ミャンマーの民主化指導者アウンサンスーチー氏(78)と国民民主連盟(NLD)を創設したティンウー氏が今月、97歳で亡くなった。国軍の最高司令官を務めた後、民主化運動に身を投じたまれな人物だ。「国民の架け橋」の死を嘆く人は数知れない。
5日午後、最大都市ヤンゴンの葬儀場は悲しみに包まれていた。
「政治的困難を切り抜け、NLDを創設した」「世代を超えて語り継がれるだろう」
NLD関係者がティンウー氏の功績をたたえた。参列した数百人の支持者や各国の大使館関係者が手を合わせ、こうべを垂れて、ティンウー氏に別れを告げた。ひつぎには赤い政党旗がかけられ、先に亡くなったNLD元幹部らと同じ敷地に埋葬された。
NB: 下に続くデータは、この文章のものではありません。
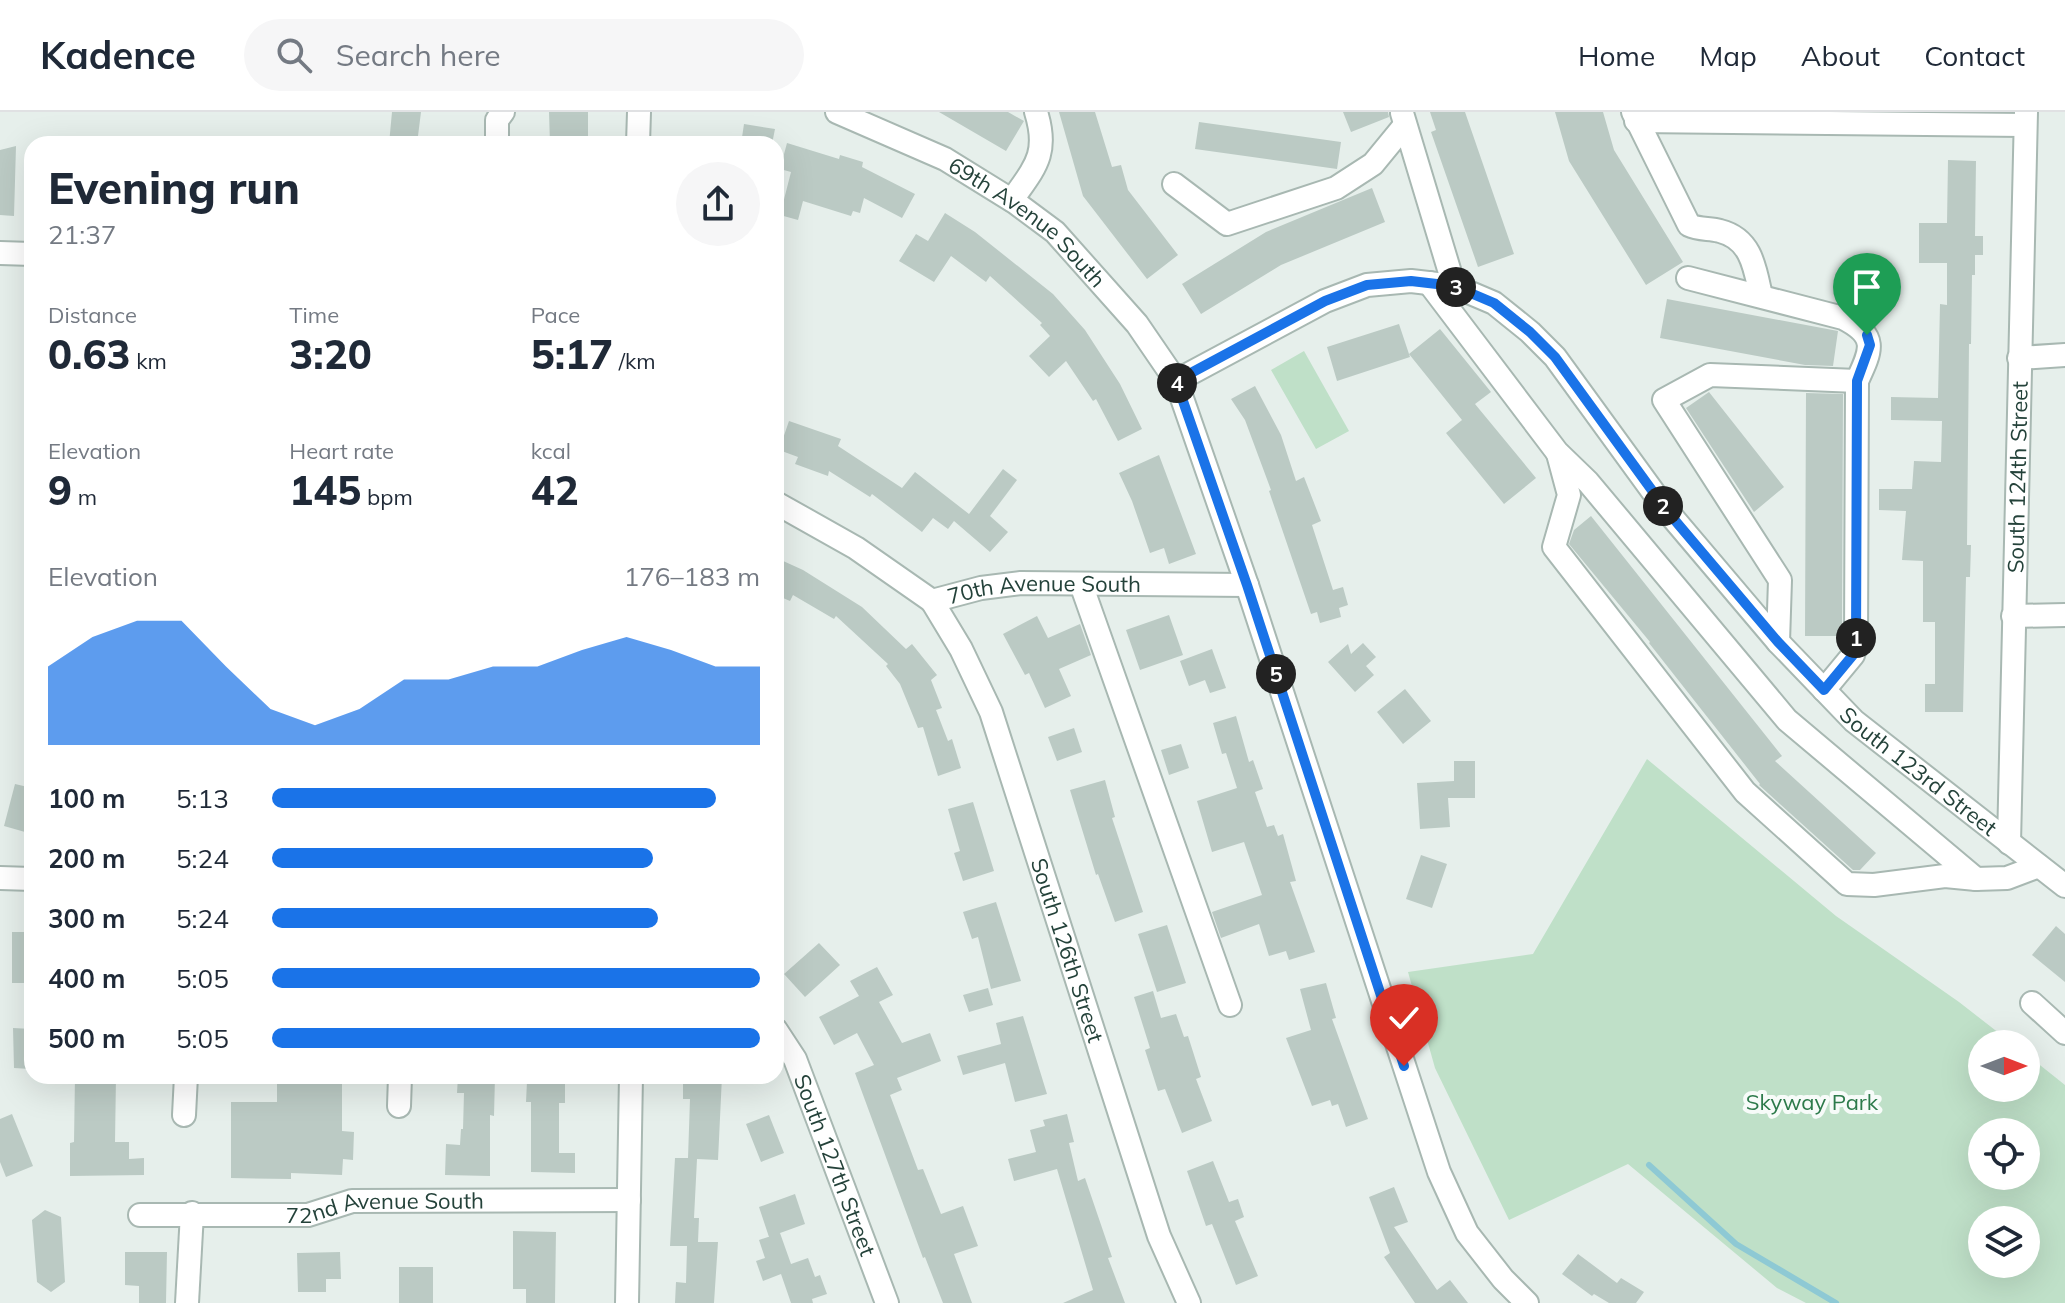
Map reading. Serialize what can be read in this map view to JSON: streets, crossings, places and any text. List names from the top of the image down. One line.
{"streets":{"street":["69th Avenue South","South 124th Street","70th Avenue South","South 123rd Street","South 126th Street","South 127th Street","72nd Avenue South"]},"crossings":[["69th Avenue South","70th Avenue South"],["69th Avenue South","South 123rd Street"],["South 124th Street","South 123rd Street"],["70th Avenue South","South 126th Street"]],"parks":["Skyway Park"],"north":"right","page":{"header":"Kadence","search":"Search here","nav":["Home","Map","About","Contact"],"heading":["Evening run","21:37"],"pins":["3","4","2","1","5"],"stats":[["Distance","0.63 km"],["Time","3:20"],["Pace","5:17 /km"],["Elevation","9 m"],["Heart rate","145 bpm"],["kcal","42"]],"chart":["Elevation","176–183 m"],"list":[{"name":"100 m","note":"5:13"},{"name":"200 m","note":"5:24"},{"name":"300 m","note":"5:24"},{"name":"400 m","note":"5:05"},{"name":"500 m","note":"5:05"}]}}
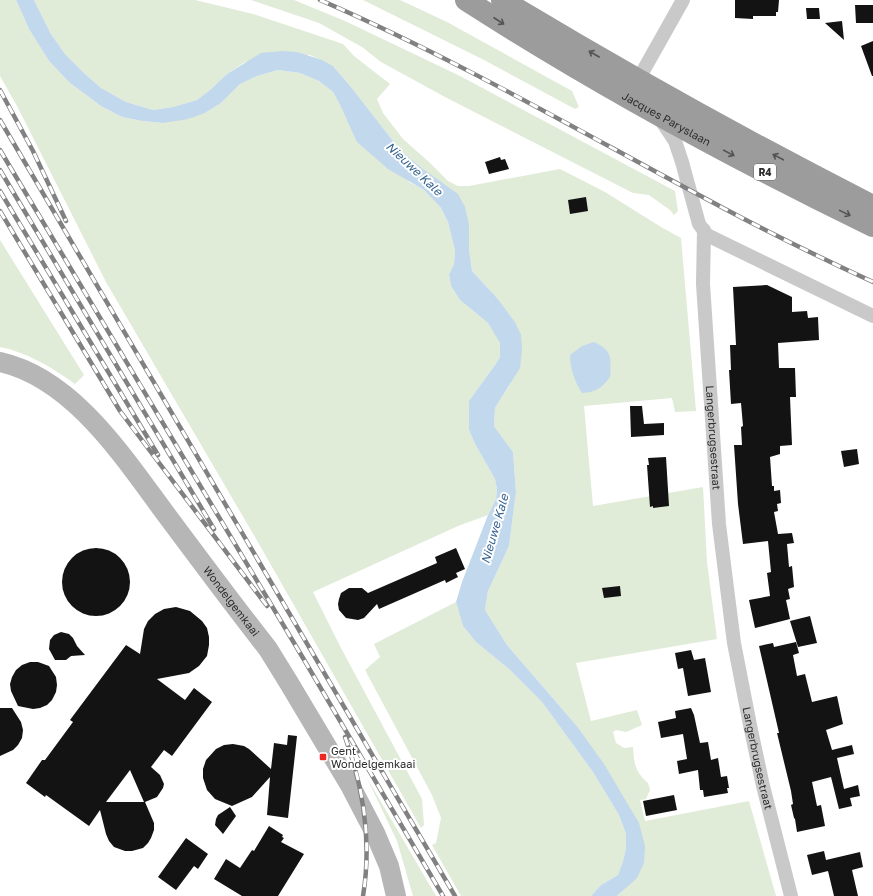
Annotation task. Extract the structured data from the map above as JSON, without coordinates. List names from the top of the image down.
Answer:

NLDが圧勝した2020年の総選挙で「不正があった」と訴えた国軍は翌年、クーデターでNLD幹部を次々と拘束。ティンウー氏は免れたが、スーチー氏は30年近い刑期が確定。首都ネピドーで拘束されたまま、体調の悪化が懸念されている。
22年にはNLD元議員のピョーゼヤートー氏らの死刑が執行され、NLDは昨年、国軍に政党登録も取り消された。
だがこの日の葬儀には支持者だけでなく、胸に政党旗のバッジをつけ、党の正装の上着をまとった党関係者が何人も姿を現した。民主化運動が国軍の弾圧を受ける今のミャンマーでは、極めて異例の光景だ。
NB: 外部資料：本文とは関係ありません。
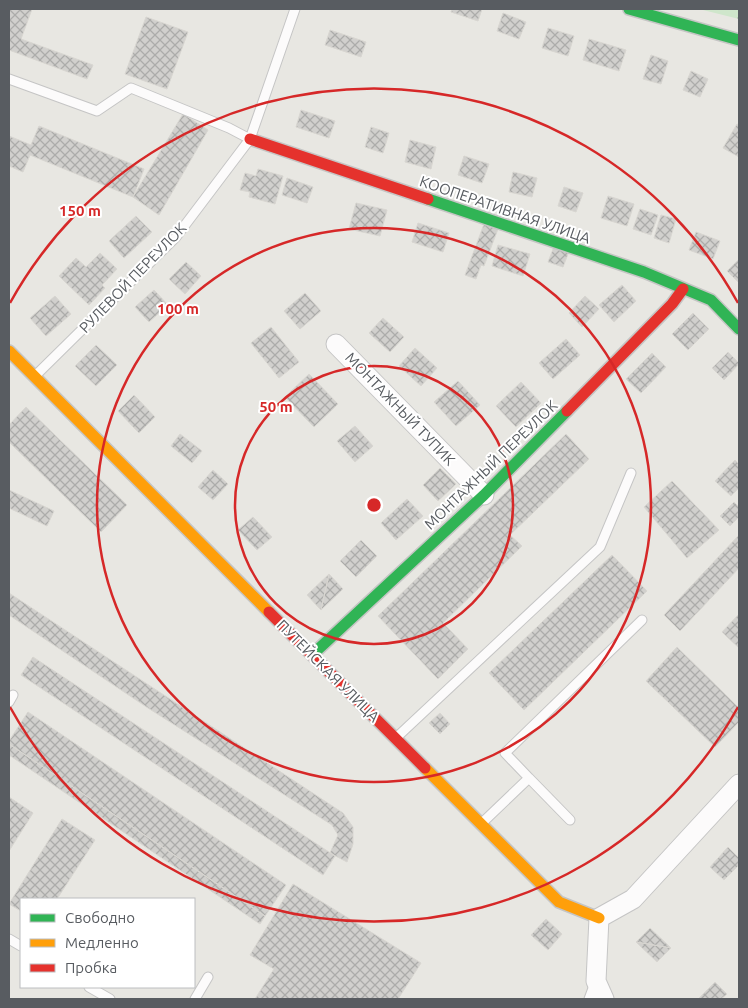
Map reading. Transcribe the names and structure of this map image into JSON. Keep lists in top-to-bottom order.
{
  "streets": {
    "street": [
      "КООПЕРАТИВНАЯ УЛИЦА",
      "МОНТАЖНЫЙ ТУПИК",
      "МОНТАЖНЫЙ ПЕРЕУЛОК",
      "ПУТЕЙСКАЯ УЛИЦА"
    ],
    "lane": ["РУЛЕВОЙ ПЕРЕУЛОК"]
  },
  "crossings": [
    ["КООПЕРАТИВНАЯ УЛИЦА", "РУЛЕВОЙ ПЕРЕУЛОК"],
    ["КООПЕРАТИВНАЯ УЛИЦА", "МОНТАЖНЫЙ ПЕРЕУЛОК"],
    ["РУЛЕВОЙ ПЕРЕУЛОК", "ПУТЕЙСКАЯ УЛИЦА"],
    ["МОНТАЖНЫЙ ТУПИК", "МОНТАЖНЫЙ ПЕРЕУЛОК"],
    ["МОНТАЖНЫЙ ПЕРЕУЛОК", "ПУТЕЙСКАЯ УЛИЦА"]
  ],
  "legend": ["Свободно", "Медленно", "Пробка"],
  "rings": ["150 m", "100 m", "50 m"]
}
国軍がNLD関係者の集結を事実上見過ごすのは、ティンウー氏が国軍にとっても「特別」な存在だからだ。
民主化に身を投じた、元国軍最高司令官。なぜティンウー氏は、異例とも言える路線変更を果たしたのでしょうか。背景には、国軍時代の「反省」があるとみられています。
ティンウー氏は10代だった第2次世界大戦時、スーチー氏の実父で「建国の父」と称されるアウンサン将軍率いる「ビルマ独立軍」に参加。同軍は現在のミャンマー国軍となり、ティンウー氏は1974~76年に最高司令官を務めた。だが失脚し、投獄も経験した。